Saiba por que piloto foi preso dentro de aeronave na hora do embarque
Sérgio Antônio Lopes é suspeito de liderar rede de abuso sexual de crianças e adolescentes

Suspeito de liderar uma rede de pedofilia, o piloto Sérgio Antônio Lopes, de 60 anos, foi preso na manhã desta segunda-feira (9), em São Paulo, durante o embarque de um voo com destino ao Rio de Janeiro. O momento foi escolhido de forma estratégica pela Polícia Civil.Segundo as autoridades, o homem pagava de R$ 30 a R$ 100, remédios e até aluguel para cometer os abusos. Ele oferecia os pagamentos para mães e responsáveis de crianças, que “vendiam” suas filhas para o criminoso.
O piloto da companhia aérea Latam foi retirado de dentro da cabine do voo LA3900 no Aeroporto de Congonhas, na zona sul da capital paulista. Conforme a delegada do Departamento Estadual de Homicídios e de Proteção à Pessoa (DHPP) Luciana Peixoto, a polícia optou por realizar a abordagem em um local que seria considerado seguro por Sérgio Lopes e, assim, garantir que ele estivesse desprevenido e com provas do crime.
As autoridades também destacaram que, por se tratar de um piloto experiente, o acusado tem escala de voos cheia e poderia ficar pouco tempo na cidade.

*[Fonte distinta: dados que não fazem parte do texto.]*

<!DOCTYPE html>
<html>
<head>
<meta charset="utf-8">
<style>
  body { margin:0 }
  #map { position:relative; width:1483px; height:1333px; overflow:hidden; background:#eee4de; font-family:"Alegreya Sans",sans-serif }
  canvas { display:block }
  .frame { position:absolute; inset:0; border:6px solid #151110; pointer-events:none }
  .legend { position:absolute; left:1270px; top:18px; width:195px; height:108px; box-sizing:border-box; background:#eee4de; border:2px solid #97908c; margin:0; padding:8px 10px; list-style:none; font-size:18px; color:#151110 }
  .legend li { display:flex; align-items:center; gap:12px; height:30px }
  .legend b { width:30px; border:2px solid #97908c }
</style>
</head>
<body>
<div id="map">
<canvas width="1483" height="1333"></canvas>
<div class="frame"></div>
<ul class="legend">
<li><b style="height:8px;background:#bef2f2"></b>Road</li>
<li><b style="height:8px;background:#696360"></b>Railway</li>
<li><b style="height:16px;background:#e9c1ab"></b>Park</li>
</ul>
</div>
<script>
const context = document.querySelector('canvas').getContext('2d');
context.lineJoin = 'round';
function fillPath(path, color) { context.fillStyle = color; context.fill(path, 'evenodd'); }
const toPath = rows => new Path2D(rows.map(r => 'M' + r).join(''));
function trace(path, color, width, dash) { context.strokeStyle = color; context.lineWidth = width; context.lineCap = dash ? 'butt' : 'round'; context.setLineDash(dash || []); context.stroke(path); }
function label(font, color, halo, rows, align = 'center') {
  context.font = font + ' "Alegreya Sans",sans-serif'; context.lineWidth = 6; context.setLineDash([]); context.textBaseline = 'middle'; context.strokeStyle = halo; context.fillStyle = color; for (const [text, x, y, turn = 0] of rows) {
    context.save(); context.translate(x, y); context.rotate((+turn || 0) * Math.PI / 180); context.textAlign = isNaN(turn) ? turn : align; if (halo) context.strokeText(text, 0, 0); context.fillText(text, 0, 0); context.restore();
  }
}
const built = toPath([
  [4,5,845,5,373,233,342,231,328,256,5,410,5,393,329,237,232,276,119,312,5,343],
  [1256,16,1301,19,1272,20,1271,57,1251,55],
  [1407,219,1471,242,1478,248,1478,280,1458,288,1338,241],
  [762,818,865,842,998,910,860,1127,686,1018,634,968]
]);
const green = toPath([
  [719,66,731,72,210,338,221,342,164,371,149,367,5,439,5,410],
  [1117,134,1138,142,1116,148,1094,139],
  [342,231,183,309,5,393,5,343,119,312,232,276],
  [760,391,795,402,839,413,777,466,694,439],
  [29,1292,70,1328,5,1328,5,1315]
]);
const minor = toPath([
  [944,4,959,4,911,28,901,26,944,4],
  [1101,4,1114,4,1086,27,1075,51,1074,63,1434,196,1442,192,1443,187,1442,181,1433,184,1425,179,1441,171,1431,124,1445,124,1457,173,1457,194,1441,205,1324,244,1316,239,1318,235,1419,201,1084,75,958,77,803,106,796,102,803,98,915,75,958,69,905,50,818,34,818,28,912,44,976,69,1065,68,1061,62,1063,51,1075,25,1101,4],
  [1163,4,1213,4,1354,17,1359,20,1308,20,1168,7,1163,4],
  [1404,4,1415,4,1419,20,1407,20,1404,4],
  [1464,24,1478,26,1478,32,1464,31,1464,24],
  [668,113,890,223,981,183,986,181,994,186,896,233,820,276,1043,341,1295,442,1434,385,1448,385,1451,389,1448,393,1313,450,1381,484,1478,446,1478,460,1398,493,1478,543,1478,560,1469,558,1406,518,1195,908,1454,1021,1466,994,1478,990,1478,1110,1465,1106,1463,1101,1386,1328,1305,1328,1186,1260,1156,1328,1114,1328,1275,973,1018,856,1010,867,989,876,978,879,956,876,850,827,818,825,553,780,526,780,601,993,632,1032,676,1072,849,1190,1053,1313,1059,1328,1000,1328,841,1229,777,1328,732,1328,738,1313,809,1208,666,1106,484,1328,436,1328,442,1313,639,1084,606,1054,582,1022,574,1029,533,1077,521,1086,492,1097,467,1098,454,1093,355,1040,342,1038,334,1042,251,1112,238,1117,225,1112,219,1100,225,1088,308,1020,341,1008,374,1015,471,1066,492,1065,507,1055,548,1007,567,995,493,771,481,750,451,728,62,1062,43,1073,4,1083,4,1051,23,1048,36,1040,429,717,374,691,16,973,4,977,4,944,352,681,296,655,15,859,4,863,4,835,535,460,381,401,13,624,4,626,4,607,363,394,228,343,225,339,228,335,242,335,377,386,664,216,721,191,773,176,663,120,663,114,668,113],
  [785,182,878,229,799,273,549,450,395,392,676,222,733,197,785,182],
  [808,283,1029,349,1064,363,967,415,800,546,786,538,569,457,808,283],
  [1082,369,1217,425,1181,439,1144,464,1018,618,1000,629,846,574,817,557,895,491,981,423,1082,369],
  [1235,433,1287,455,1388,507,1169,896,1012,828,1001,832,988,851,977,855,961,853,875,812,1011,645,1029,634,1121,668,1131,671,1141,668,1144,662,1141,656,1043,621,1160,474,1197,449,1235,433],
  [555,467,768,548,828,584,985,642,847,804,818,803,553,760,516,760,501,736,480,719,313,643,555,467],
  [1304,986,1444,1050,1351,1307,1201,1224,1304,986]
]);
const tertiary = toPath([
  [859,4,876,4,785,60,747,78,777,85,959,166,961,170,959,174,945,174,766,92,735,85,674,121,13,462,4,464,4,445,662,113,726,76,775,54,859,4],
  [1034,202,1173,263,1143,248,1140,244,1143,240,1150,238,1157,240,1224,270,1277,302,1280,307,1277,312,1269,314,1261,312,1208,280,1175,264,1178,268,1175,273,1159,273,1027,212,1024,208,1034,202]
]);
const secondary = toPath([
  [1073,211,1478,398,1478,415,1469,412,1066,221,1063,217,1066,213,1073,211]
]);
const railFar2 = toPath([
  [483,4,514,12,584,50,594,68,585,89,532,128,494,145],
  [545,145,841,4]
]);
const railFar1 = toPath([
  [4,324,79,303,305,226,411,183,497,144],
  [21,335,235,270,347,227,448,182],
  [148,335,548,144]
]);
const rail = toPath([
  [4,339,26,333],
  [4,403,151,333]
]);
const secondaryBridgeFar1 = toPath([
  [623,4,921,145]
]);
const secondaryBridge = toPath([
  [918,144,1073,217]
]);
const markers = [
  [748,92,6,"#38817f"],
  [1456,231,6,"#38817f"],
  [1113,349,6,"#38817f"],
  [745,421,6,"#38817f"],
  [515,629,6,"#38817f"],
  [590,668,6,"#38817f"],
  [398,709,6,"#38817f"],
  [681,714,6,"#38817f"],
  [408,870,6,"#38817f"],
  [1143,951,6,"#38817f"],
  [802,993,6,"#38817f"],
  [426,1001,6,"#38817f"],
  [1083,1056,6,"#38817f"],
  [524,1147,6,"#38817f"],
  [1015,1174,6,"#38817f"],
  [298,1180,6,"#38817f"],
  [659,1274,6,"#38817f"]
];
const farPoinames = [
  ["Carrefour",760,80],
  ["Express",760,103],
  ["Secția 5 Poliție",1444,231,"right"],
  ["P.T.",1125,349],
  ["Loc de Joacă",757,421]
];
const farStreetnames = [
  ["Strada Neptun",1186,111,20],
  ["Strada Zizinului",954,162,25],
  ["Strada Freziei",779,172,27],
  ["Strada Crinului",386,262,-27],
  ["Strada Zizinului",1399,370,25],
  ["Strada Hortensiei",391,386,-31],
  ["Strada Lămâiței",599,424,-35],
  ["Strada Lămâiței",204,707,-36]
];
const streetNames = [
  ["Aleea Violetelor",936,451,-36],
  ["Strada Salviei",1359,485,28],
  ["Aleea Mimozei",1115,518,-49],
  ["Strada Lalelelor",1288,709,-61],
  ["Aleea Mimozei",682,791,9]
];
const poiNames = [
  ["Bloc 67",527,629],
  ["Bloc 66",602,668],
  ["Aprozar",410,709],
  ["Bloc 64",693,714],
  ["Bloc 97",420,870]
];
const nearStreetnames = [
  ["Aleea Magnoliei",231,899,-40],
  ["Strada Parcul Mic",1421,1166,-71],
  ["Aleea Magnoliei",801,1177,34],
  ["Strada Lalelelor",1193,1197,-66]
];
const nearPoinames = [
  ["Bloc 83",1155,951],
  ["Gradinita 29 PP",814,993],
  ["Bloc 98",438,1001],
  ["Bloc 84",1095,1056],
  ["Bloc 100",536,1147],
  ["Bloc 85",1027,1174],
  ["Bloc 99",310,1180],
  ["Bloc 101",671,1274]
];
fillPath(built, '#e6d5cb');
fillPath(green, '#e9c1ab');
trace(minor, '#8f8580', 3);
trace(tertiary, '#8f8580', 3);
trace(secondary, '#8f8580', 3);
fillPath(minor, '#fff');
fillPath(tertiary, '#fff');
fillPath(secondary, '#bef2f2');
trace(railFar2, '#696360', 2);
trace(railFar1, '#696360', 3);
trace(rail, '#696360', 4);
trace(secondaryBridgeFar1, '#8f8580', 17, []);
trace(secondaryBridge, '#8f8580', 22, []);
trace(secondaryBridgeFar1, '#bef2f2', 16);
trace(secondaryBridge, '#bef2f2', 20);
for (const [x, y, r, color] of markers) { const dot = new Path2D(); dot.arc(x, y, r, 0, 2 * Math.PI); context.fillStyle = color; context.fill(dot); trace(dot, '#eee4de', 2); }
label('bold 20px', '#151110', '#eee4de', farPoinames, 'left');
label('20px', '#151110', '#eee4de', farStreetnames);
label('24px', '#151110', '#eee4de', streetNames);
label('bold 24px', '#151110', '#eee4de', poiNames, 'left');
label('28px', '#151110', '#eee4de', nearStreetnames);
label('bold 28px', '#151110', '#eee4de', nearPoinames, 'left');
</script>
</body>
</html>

No momento da abordagem, Sérgio Lopes negou os crimes e afirmou que desconhecia os motivos da batida policial. Ele foi levado à delegacia e continuou negando envolvimento na rede de pedofilia. Segundo a delegada, o piloto só assumiu o caso quando as autoridades citaram o nome de três vítimas e questionaram sobre fotos de cunho sexual que estariam armazenadas no celular do acusado. Então, o homem teria desbloqueado o aparelho, mostrado os registros e explicado a dinâmica dos crimes.
Abusos em troca de pagamentos
Lopes tinha um modus operandi para se aproximar das menores: mesmo casado, ele abordava mulheres, perguntava se elas tinham filhos e dizia que não tinha problema em ter um relacionamento extraconjugal.
Ele praticava os crimes há mais de oito anos e pelo menos 10 menores foram vítimas. A polícia descobriu que, em outubro do ano passado, o piloto pagou de R$ 50 a R$ 100 para mães e avós de meninas para cometer abuso infantil.
O piloto ainda é suspeito de chefiar uma rede estruturada de exploração com envolvimento de outros homens. Celulares vão ser periciados para ajudar a encontrar novos criminosos.
Entenda o caso
O piloto Sérgio Antônio Lopes, de 60 anos, foi preso temporariamente, na manhã desta segunda-feira (9/2), dentro de uma aeronave no Aeroporto de Congonhas, em São Paulo.
A prisão, feita pela Polícia Civil, ocorreu durante os procedimentos de embarque do voo LA3900 (São Paulo/Congonhas–Rio de Janeiro/Santos Dumont).
Lopes é acusado de integrar uma “rede criminosa estruturada voltada à exploração sexual de crianças e adolescentes”.
A prisão ocorreu no âmbito da Operação Apertem os Cintos, da 4ª Delegacia de Repressão à Pedofilia.
Foram cumpridos oito mandados de busca e apreensão contra quatro investigados, em São Paulo e em Guararema, na região metropolitana.
Uma mulher, de 55 anos, também foi presa, suspeita de ter “vendido” as três netas, de 10, 12 e 14 anos, para serem submetidas aos abusos.
Avó “vendia” netas menores de idade para piloto da Latam
Avó de três meninas, a mulher teria recebido pagamento pela “venda” das netas, de 10, 12 e 14 anos, a um piloto de avião. Ela também foi presa nesta segunda-feira, em São Paulo.
De acordo com a Secretaria da Segurança Pública (SSP), o inquérito policial começou em outubro de 2025. Desde então, já foram identificadas três vítimas, com 11, 12 e 15 anos, todas submetidas a graves situações de abuso e exploração sexual.
Segundo a Polícia Civil, a rede criminosa estruturada era voltada à exploração sexual de crianças e adolescentes.
Latam
Em nota, a Latam informou que abriu apuração interna e está à disposição das autoridades para colaborar com as investigações. “A companhia repudia veementemente qualquer ação criminosa e reforça que segue os mais elevados padrões de segurança e conduta”, diz o texto.
O voo que seria pilotado por Lopes operou normalmente, decolando e pousando no horário previsto.